To transform static molecule snapshots into versatile building blocks, the researchers developed a topology-based tool that flags potential carbon sites suitable for cross-coupling reactions. Focusing on unsaturated C-H positions, they enumerate the local chemical environments to identify symmetry-equivalent groups.
This protocol mimics retrosynthetic analysis to decode sites where fragments could be stitched together by established carbon-carbon bond formations. Codifying the ability to couple directly extracts synthesis-relevant information from 3D structural data. It also enables algorithmic assembly of derivatives not initially present in the dataset.
To bypass the need for expensive excited state calculations on every new hypothetical compound, the team trained machine learning models using the precomputed data. The inputs representation incorporated geometry-dependent London and Axilrod-Teller-Muto potentials—physics-inspired atomic pairwise and triplet terms.
The models achieved remarkable accuracy in predicting singlet and triplet excitation energies for diverse organic structures. This required adding several thousand computer-generated dimers to the training data for sufficient representation of bonded molecular pairs. The models recapitulate quantum chemistry with a fraction of the computational expense, forecasting optical properties in a flash.
The researchers demonstrated the capabilities of their hybrid discovery infrastructure by constructing and screening over one million donor-acceptor dimers for intramolecular singlet fission candidacy. Known singlet fission materials are scarce, sensitive, suffer from low triplet energy, and derive mostly from oligoacene derivatives.
By stipulating complementary design criteria based on frontier orbital patterns and excitation energetics, the team rationally selected donor and acceptor fragments with appropriate characteristics from within their molecular database. Automated coupling of these thousands of building blocks followed by ML-accelerated screening yielded almost 560,000 structurally distinct dimers with ideal thermodynamic signatures for singlet fission and triplet energies suited for common photovoltaic absorbers like silicon and CdTe.

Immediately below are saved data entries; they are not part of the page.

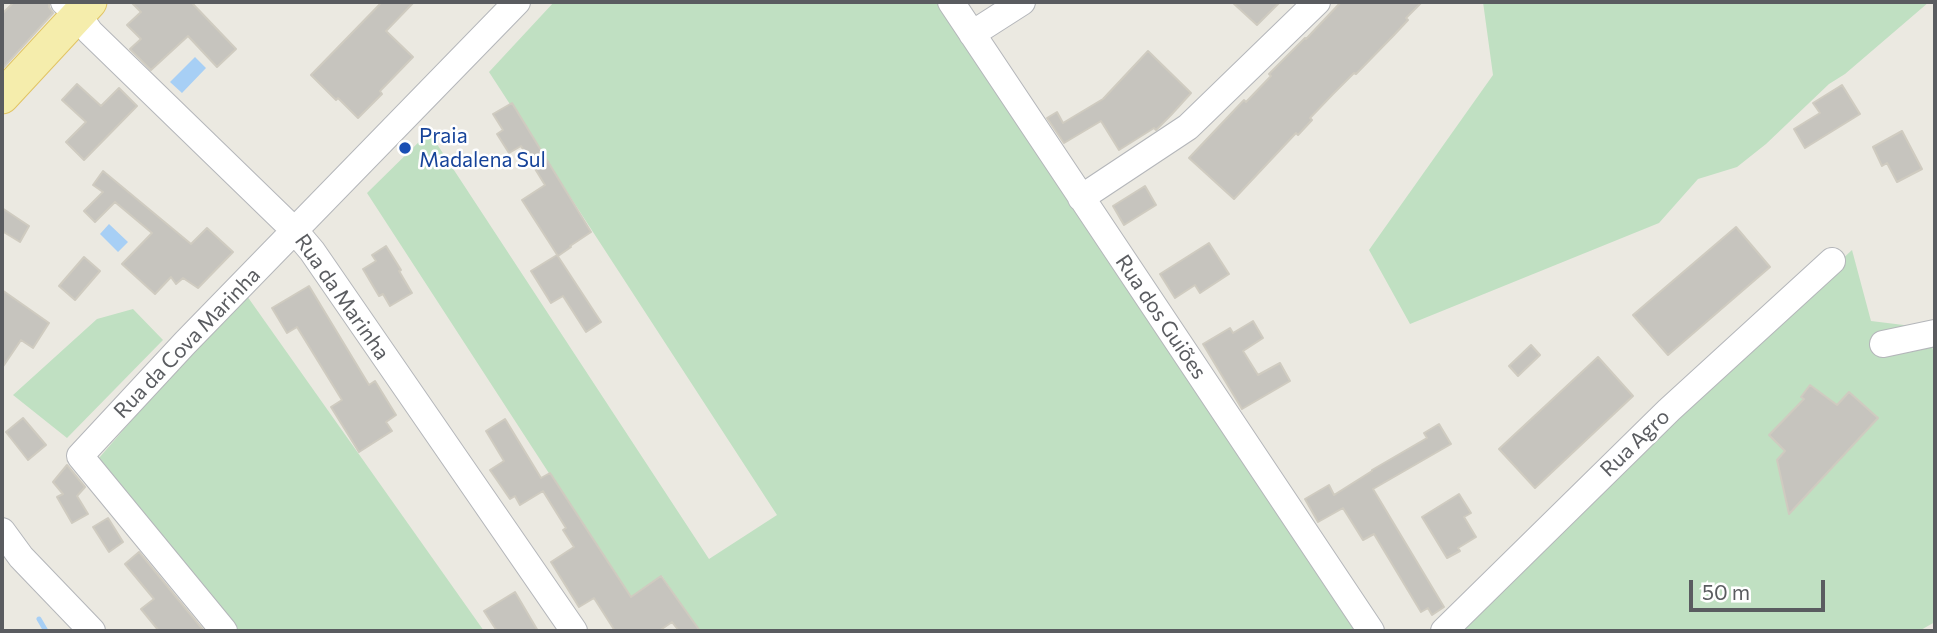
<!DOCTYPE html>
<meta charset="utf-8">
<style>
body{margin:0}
#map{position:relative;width:1937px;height:633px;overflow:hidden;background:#ebe9e1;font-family:Commissioner,sans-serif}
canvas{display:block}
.frame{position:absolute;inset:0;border:4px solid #5a5c60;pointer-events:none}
.scale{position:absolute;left:1689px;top:580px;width:136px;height:32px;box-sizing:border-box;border:4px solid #5a5c60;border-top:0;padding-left:9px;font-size:21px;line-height:24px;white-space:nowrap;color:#5a5c60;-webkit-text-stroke:5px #fff;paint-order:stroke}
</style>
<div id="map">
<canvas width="1937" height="633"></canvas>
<div class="frame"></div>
<div class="scale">50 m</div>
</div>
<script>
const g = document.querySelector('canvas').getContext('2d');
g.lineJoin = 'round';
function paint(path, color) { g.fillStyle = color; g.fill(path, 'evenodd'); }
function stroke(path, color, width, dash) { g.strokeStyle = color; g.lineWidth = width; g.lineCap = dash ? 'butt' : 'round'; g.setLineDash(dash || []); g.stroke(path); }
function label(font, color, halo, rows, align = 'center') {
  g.font = font + ' Commissioner,sans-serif'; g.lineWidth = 5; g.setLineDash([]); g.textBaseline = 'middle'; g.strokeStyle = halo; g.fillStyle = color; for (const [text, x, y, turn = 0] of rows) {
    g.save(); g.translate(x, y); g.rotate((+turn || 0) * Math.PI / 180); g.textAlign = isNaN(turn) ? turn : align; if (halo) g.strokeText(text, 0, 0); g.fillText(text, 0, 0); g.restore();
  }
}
const green = new Path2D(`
 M554 2H939L1361 631H699L662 576 630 598 367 193 429 132 709 559 777 515 489 72Z
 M1483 2H1929L1845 74 1829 84 1766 144 1737 167 1698 179 1659 223 1410 324 1369 250 1493 75Z
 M1852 250 1871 321 1928 328 1935 359V622L1919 631H1443Z
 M247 296 484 631H229L187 581 117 480 99 458 195 347Z
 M133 309 163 340 67 438 13 395 97 319Z`);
const water = new Path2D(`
 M195 57 206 68 182 93 170 82Z
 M109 224 128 242 118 252 100 234Z`);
const stream = new Path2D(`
 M39 619 46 631`);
const building = new Path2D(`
 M14 2H49V7L53 13 2 69V14Z
 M131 2H191L236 49 217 67 188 36 151 70 130 49 141 39 127 25 141 12Z
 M382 2H414L386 31 413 57 380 91 382 94 358 118 338 98 336 100 311 75Z
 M1232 2H1280L1257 25Z
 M1341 2H1422L1406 18 1408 20 1394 35 1356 74 1354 73 1333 94 1310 118 1312 120 1298 135 1296 133 1234 199 1189 158 1244 100 1246 102 1271 76 1269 74 1305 38 1306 39Z
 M1148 51 1191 93 1171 115 1156 130 1154 128 1119 150 1101 121 1064 143 1047 118 1057 112 1063 123 1103 99Z
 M77 84 101 106 119 88 137 106 84 160 66 142 86 122 62 100Z
 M1842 85 1860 114 1805 148 1794 129 1820 113 1813 103Z
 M512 103 591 232 570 246 571 247 558 256 522 200 545 185 521 146 509 153 497 134 503 130 493 114Z
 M1902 131 1922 169 1897 182 1887 163 1882 166 1873 147Z
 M103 171 191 244 207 228 233 252 198 288 183 278 176 284 171 277 155 294 122 264 152 233 115 202 95 222 84 211 103 192 93 185Z
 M1145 186 1156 205 1124 225 1113 206Z
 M2 208 29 226 20 242 2 231Z
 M1736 227 1770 267 1668 355 1633 315Z
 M1209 243 1229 274 1200 293 1195 285 1175 298 1160 274Z
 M386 246 401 270 399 271 412 293 390 306 383 294 379 296 363 269 376 261 372 255Z
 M557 255 601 322 586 332 563 296 551 303 531 271Z
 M84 257 100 271 75 300 59 286Z
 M309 286 369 385 375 381 396 415 386 422 392 431 359 452 331 407 342 400 297 327 287 333 272 308Z
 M2 290 49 323 33 348 21 340 2 368Z
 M1253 321 1263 338 1243 351 1258 375 1280 363 1290 381 1242 409 1203 344 1230 328 1233 333Z
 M1531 345 1540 355 1518 376 1509 366Z
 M1598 357 1633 396 1535 488 1499 449Z
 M1810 385 1837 405 1849 392 1878 418 1789 514 1777 460 1785 451 1769 435 1804 399 1801 397Z
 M23 418 46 445 28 460 6 432Z
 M505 419 541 478 550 473 631 597 661 576 700 631H679L672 622 659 631H615L594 598 579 607 551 562 574 547 563 530 566 528 543 491 520 505 515 496 510 499 490 470 504 461 486 431Z
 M1439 424 1451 444 1373 489 1444 607 1432 615 1428 608 1421 612 1374 534 1363 540 1343 508 1318 522 1305 499 1329 485 1334 495 1372 471V470L1427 438 1424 433Z
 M67 465 85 487 77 496 88 514 72 523 57 497 63 494 53 482Z
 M1459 494 1471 513 1464 517 1476 537 1458 548 1460 551 1447 558 1422 517Z
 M108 518 123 542 109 552 93 527Z
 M139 552 204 631H159L141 609 154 599 125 564Z
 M515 592 538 631H497L484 611Z`);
const minor = new Path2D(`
 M64 2 78 15 90 32 295 231 312 251 574 631
 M951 2 1371 631
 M972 34 1022 2
 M1081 198 1188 127 1317 2
 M1883 344 1935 333
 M2 531 21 557 92 631
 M224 631 80 456 185 343 517 2
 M1444 631 1669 410 1832 261`);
const major = new Path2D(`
 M2 97 90 2`);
const markers = [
 [405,148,7,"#1a4fb4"]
];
const transitNames = [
 ["Praia",419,136],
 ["Madalena Sul",419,160]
];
const streetNames = [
 ["Rua da Marinha",342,297,55],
 ["Rua dos Guiões",1161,317,56],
 ["Rua da Cova Marinha",187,343,-46],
 ["Rua Agro",1635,443,-44]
];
paint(green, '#c0e0c2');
paint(water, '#a7cff5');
stroke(stream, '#a7cff5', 5);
paint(building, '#c6c4be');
stroke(building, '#cfcbc0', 2);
stroke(minor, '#b4b6ba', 28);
stroke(major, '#e1c464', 35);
stroke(minor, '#fff', 26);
stroke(major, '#f5edac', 33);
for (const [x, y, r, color] of markers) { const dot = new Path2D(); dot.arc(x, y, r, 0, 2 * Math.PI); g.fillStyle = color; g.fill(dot); stroke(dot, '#fff', 2.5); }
label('21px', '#164399', '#fff', transitNames, 'left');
label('21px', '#5a5c60', '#fff', streetNames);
</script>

Many contain rarely investigated acceptor groups like nitrones and furoxans that hold untapped promise for singlet fission, as corroborated through substructure analysis. Starting directly from molecules already successfully synthesized avoids reliance on conventional intuitions about productive chemical subunits. This highlights how data-driven compound generation powered by predictive modeling provides an agnostic avenue to uncharted molecular territories with desired properties.